Lemma. Let $D$ be a compact connected region on a Riemann surface $M$, with $K\neq M$. There exists a domain $D$ on $M$ such that
$(1)$ $K\subset D$,
$(2)$ $\overline{D}$ (closure) is compact,
$(3)$ $\partial D$ consists of finitely many closed (as a set) analytic curves (i.e., holomorphic image of a straight line).

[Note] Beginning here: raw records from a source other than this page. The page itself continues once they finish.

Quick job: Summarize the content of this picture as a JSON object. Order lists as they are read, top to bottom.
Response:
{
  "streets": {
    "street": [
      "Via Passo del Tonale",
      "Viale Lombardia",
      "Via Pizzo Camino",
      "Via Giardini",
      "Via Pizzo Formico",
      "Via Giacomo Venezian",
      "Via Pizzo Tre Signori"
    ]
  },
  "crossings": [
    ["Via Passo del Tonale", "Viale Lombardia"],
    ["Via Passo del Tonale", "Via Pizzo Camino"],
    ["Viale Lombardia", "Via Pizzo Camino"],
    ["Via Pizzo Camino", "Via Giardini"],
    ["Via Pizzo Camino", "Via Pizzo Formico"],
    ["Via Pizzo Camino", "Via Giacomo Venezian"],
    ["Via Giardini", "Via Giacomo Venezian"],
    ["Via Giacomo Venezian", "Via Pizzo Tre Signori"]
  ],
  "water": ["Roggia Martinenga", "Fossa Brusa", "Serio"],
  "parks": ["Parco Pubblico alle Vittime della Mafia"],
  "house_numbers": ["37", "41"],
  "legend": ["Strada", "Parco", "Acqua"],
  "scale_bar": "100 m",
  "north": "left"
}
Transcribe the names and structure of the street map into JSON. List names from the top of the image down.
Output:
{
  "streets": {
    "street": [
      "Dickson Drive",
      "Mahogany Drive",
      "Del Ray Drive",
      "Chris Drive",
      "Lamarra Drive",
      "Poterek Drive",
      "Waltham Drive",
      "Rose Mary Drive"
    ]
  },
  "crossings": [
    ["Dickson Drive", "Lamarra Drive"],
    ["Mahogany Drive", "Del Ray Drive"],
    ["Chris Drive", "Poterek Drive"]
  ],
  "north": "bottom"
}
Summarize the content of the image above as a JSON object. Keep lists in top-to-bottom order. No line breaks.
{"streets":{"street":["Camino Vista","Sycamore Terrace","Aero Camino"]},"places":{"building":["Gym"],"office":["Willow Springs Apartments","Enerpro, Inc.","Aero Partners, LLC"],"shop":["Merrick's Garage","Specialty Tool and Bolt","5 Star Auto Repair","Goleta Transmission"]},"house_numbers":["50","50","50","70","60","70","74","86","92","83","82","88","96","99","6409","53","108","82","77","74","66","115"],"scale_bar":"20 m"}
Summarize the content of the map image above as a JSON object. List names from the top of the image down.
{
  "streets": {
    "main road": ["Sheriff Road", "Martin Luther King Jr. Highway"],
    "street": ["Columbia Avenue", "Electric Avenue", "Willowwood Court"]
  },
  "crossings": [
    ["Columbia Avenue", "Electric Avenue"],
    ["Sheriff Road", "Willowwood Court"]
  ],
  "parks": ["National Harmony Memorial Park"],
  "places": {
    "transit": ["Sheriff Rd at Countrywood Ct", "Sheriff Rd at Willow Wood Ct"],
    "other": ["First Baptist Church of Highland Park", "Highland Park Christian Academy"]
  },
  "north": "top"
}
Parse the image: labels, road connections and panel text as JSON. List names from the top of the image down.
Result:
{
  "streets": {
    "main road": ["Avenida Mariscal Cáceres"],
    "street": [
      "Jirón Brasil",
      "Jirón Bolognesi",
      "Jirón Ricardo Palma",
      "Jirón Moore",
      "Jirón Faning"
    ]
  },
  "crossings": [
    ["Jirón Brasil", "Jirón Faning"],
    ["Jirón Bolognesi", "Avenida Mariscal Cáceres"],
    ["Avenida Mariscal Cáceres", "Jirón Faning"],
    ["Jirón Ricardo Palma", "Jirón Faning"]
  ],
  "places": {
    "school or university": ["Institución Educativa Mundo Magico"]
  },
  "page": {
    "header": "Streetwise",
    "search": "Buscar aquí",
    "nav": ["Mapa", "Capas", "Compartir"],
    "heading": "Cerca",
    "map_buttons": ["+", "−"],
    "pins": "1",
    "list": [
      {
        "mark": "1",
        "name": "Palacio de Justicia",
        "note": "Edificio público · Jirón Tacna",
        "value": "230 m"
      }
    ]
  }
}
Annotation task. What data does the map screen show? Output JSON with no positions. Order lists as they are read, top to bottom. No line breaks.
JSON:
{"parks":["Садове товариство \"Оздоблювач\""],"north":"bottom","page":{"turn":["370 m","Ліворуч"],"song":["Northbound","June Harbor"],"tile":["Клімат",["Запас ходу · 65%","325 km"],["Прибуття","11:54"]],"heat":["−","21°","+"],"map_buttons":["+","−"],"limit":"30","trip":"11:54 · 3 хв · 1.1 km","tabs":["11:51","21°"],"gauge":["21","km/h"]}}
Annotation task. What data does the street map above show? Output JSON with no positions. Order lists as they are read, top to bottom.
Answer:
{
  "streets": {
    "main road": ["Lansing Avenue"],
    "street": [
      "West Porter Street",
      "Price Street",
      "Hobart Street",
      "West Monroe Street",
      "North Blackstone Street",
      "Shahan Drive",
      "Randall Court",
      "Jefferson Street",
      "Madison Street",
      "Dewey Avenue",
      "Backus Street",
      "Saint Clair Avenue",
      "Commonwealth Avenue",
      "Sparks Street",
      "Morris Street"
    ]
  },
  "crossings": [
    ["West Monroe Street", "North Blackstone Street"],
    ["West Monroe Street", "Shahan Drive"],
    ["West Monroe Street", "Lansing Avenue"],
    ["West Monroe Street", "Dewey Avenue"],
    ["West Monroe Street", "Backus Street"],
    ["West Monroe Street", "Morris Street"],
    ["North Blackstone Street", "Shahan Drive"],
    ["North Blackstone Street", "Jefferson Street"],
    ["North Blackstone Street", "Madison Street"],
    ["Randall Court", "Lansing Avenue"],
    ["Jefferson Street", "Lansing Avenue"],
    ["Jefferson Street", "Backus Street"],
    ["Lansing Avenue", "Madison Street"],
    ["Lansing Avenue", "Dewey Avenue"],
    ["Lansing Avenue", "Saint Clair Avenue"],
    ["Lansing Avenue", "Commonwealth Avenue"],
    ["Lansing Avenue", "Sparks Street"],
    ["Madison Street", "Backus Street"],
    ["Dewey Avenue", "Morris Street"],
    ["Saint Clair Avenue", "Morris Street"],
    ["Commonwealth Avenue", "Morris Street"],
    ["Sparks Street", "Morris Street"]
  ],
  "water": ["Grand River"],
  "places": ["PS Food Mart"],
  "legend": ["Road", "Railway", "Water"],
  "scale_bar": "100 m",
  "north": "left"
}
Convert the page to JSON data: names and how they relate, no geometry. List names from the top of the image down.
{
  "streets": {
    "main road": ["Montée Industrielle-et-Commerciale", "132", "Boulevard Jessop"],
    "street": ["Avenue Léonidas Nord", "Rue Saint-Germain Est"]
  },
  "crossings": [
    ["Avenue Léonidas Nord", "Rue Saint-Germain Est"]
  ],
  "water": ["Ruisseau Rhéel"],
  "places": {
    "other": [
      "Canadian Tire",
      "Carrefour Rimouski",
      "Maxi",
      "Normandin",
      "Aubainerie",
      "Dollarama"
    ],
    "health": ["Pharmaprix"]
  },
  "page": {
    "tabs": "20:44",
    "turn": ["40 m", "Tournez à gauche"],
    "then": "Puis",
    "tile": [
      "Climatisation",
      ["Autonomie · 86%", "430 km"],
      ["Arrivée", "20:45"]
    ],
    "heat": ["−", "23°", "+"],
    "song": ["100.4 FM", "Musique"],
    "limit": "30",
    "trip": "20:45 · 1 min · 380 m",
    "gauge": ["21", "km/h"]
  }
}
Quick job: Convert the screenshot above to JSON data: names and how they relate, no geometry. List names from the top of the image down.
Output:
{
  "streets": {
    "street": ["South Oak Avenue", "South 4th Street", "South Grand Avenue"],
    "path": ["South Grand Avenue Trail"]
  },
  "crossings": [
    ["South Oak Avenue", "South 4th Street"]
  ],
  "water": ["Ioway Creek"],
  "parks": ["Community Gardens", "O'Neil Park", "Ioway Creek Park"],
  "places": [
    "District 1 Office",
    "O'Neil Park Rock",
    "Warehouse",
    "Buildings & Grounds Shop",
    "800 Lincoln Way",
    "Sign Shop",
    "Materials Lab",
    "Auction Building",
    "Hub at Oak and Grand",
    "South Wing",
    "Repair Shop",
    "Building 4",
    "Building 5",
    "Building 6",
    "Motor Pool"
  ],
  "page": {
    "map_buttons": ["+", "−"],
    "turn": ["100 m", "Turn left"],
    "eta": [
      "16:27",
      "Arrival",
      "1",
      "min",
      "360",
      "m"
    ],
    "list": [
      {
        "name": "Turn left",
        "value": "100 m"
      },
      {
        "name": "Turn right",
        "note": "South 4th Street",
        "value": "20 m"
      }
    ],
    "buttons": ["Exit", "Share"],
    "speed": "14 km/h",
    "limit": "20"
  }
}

Proof. If $M$ is compact the lemma is trivial. Choose $P\notin K$ and a small disk $U$ about $P$ in $M\setminus K$. In the general case, every $P\in K$ is included in a conformal disc. Finitely many such discs will cover $K$. Let $D_1$ be the union of these discs. By changing the radii of the discs, if necessary, we may assume that the boundaries of the discs intersect locally only in pairs and non-tangentially. Delete from $D_1$ a small disc $U$ in $D_1\setminus K$ and call the resulting domain $D_2$. Solve the Dirichlet problem with boundary value $1$ on $\partial U$, $0$ on $\partial D_1$ (it's known that it's solvable). Let $D$ be the component containing $K$ of $$\{P\in D_2:u(P)>\epsilon>0\},$$ where $\epsilon<\min\{u(P):P\in K\}$. The critical points of the harmonic function $u$ (the points with $du = 0$) form a discrete set. By changing $\epsilon$ we eliminate them from $\partial D$. Thus, the domain satisfies $(1)-(3)$. $\square$
I think removing critical points is to ensure $D$ is open. But why $(3)$ is true? $D$ is just an open component containing $K$. We don't know about its boundary.